» **Assignment**: Use the entries below and reproduce exactly the lines from the one containing "0,100% 100%,50% 72%,0" down to the one containing "const shape = rows", both of them included.

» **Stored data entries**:
- Opening Delimiter -

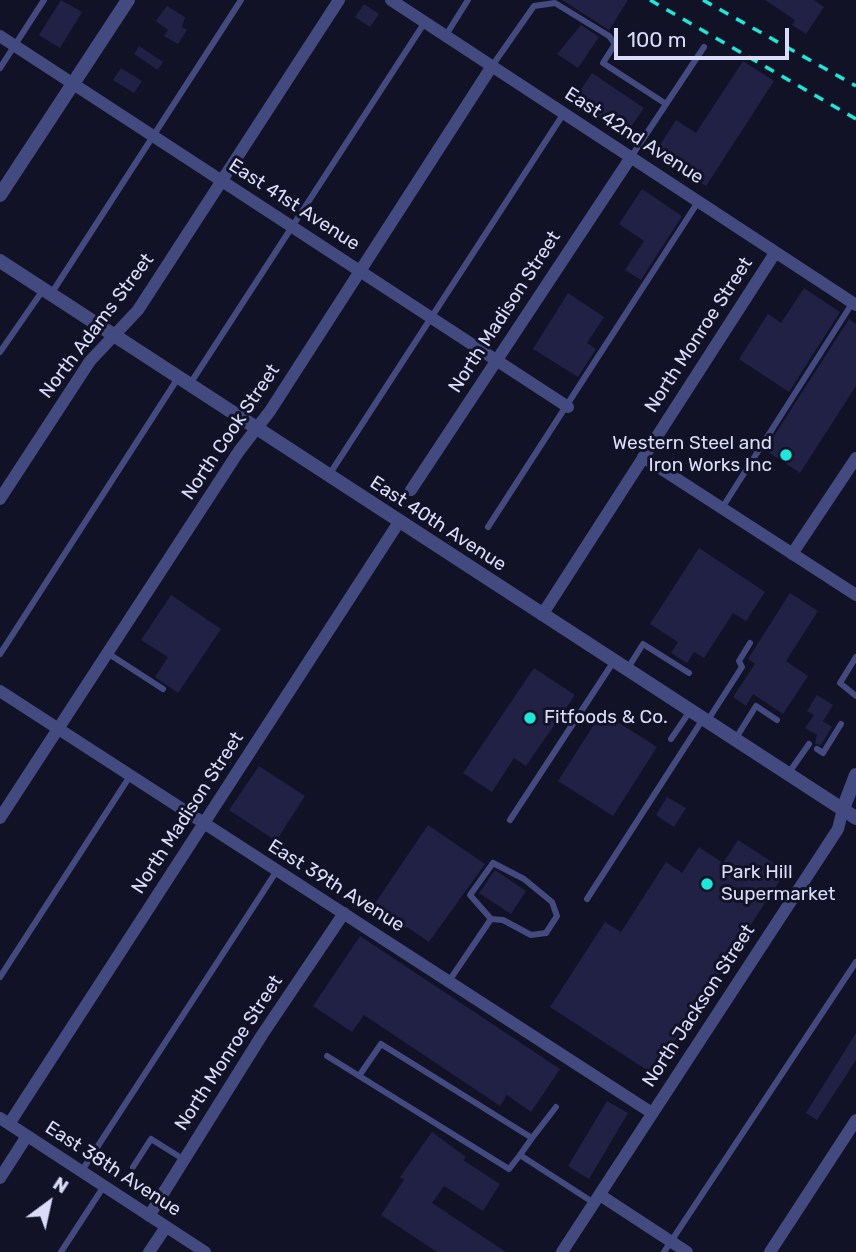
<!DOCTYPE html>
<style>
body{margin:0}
#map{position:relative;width:856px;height:1252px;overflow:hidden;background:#121226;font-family:Rubik,sans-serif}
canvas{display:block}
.north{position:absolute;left:14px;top:1168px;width:70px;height:70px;-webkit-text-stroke:5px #121226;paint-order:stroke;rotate:33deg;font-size:19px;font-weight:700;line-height:28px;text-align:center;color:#dadcfb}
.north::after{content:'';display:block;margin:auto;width:24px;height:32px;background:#dadcfb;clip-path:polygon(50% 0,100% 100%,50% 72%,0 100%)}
.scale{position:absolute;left:614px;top:28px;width:175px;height:32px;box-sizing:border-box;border:4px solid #dadcfb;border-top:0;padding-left:9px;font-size:21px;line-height:24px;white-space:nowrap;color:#dadcfb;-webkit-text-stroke:5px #121226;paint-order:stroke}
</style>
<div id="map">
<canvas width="856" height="1252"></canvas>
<div class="north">N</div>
<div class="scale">100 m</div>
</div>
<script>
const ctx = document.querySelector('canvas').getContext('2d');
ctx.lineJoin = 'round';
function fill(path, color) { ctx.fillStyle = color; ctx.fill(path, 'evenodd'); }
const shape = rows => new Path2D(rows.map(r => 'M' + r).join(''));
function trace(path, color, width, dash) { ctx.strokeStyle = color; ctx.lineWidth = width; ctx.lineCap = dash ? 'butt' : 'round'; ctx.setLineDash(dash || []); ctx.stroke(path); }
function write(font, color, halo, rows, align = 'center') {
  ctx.font = font + ' Rubik,sans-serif'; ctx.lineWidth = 6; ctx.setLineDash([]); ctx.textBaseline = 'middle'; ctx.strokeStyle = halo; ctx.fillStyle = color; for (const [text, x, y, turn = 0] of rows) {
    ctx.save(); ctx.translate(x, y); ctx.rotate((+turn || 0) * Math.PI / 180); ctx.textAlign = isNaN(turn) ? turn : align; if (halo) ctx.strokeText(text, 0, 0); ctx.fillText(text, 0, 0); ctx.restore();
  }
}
fill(shape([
 [61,0,82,12,60,48,39,35],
 [562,0,628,0,609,30],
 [765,0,814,0,824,7,806,34,792,25,795,20],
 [364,4,379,14,370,27,355,17],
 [167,6,185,17,182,27,187,30,178,44,164,36,168,30,156,21],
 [581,25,599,37,578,68,557,54],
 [139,46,163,62,158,70,134,54],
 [743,61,774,81,706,186,655,153,676,120,696,133],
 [121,68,142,81,134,93,113,80],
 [592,73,644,108,626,134,574,100],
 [642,189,682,216,641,280,625,270,644,241,619,224],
 [804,288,840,312,789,392,739,359,768,314,781,323],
 [568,293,604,317,587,343,596,349,578,377,533,349],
 [849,319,856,324,856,386,800,473,765,450],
 [699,548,765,592,746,621,733,613,704,658,694,652,687,663,671,653,678,642,650,624],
 [790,593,818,611,786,661,808,676,783,714,753,694,746,706,733,697,755,664,748,659],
 [171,595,221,629,178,693,155,677,168,657,141,640],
 [534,668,575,695,526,766,514,758,492,792,463,773],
 [817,695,833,705,823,721,832,727,821,745,815,744,817,735,805,728,814,715,807,711],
 [602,712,657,747,613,816,558,781],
 [259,766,305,796,276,841,229,810],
 [667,797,686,808,674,827,656,815],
 [428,825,485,864,429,942,374,905],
 [738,840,786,871,653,1074,550,1007,605,922,621,932,666,862,682,873,699,847,723,863],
 [495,870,526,891,511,914,479,893],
 [360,936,560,1069,531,1112,507,1095,500,1106,364,1015,352,1032,313,1006],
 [856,1033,856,1060,817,1120,806,1113],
 [607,1101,628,1113,589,1179,568,1166],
 [432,1132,466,1157,463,1160,500,1184,483,1211,444,1186,432,1203,506,1252,437,1252,381,1215,404,1180,400,1177]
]), '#212045');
trace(shape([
 [446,35,468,0],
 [492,66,534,6,555,3,609,36,615,44,603,63,666,104],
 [0,68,44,0],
 [631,157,704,47],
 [51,294,241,0],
 [0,352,43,290],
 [190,384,425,22],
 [329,475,564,113],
 [722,508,853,302],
 [488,527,698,202],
 [0,654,178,378],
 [109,654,163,689],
 [856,657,840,683,856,696],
 [628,668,643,644,689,673],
 [708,720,742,667,739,661,750,643],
 [736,738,756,706,777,720],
 [671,739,690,711],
 [817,749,823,753,841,724],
 [788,774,809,744],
 [510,820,614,661],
 [493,863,524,879,552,902,557,916,546,933,531,935,503,920,491,919,470,895,493,863],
 [587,899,703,719],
 [0,977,130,776],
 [449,981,491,919],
 [327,1056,509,1169,520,1155],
 [359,1076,381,1044,532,1138,520,1155,594,1203],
 [532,1138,556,1107],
 [133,1167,151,1139,183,1159],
 [81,1172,276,872],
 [61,1252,104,1186],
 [664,1252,856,962]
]), '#424a80', 6);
trace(shape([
 [391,0,856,305],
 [0,36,568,407],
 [643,457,856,595],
 [411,490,631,157],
 [0,499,90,361,138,310,339,0],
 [792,554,856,458],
 [542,615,775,253],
 [0,691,652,1113],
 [0,818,239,451,270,411,492,66],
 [0,1118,205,1252],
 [9,1124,399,522],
 [0,1178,27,1136],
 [600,1195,687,1252],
 [149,1216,262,1035,344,913],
 [149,1252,166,1227],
 [562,1252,838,829,843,809],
 [770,1252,856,1120]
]), '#424a80', 12);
trace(shape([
 [0,195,128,0],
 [0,261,856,818],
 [843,809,856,775]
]), '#424a80', 14);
trace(shape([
 [650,0,856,119],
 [703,0,856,86]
]), '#1ae8d9', 3.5, [10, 9]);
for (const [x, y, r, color] of [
 [786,455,7,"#1ae8d9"],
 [530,718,7,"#1ae8d9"],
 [707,884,7,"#1ae8d9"]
]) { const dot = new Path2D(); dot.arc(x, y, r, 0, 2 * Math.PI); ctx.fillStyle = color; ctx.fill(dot); trace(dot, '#121226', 2.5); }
write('19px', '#dadcfb', '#121226', [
 ["East 42nd Avenue",634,136,33],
 ["East 41st Avenue",294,205,33],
 ["North Madison Street",505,312,-57],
 ["North Adams Street",97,326,-53],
 ["North Monroe Street",699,335,-57],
 ["North Cook Street",231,432,-56],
 ["East 40th Avenue",438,524,33],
 ["North Madison Street",188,813,-57],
 ["East 39th Avenue",336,886,32],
 ["North Jackson Street",699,1006,-57],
 ["North Monroe Street",229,1053,-57],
 ["East 38th Avenue",113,1169,33]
]);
write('19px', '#dadcfb', '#121226', [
 ["Western Steel and",772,444,"right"],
 ["Iron Works Inc",772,466,"right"],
 ["Fitfoods & Co.",544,718],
 ["Park Hill",721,873],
 ["Supermarket",721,895]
], 'left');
</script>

- Closing Delimiter -

» **Response area**:
.north::after{content:'';display:block;margin:auto;width:24px;height:32px;background:#dadcfb;clip-path:polygon(50% 0,100% 100%,50% 72%,0 100%)}
.scale{position:absolute;left:614px;top:28px;width:175px;height:32px;box-sizing:border-box;border:4px solid #dadcfb;border-top:0;padding-left:9px;font-size:21px;line-height:24px;white-space:nowrap;color:#dadcfb;-webkit-text-stroke:5px #121226;paint-order:stroke}
</style>
<div id="map">
<canvas width="856" height="1252"></canvas>
<div class="north">N</div>
<div class="scale">100 m</div>
</div>
<script>
const ctx = document.querySelector('canvas').getContext('2d');
ctx.lineJoin = 'round';
function fill(path, color) { ctx.fillStyle = color; ctx.fill(path, 'evenodd'); }
const shape = rows => new Path2D(rows.map(r => 'M' + r).join(''));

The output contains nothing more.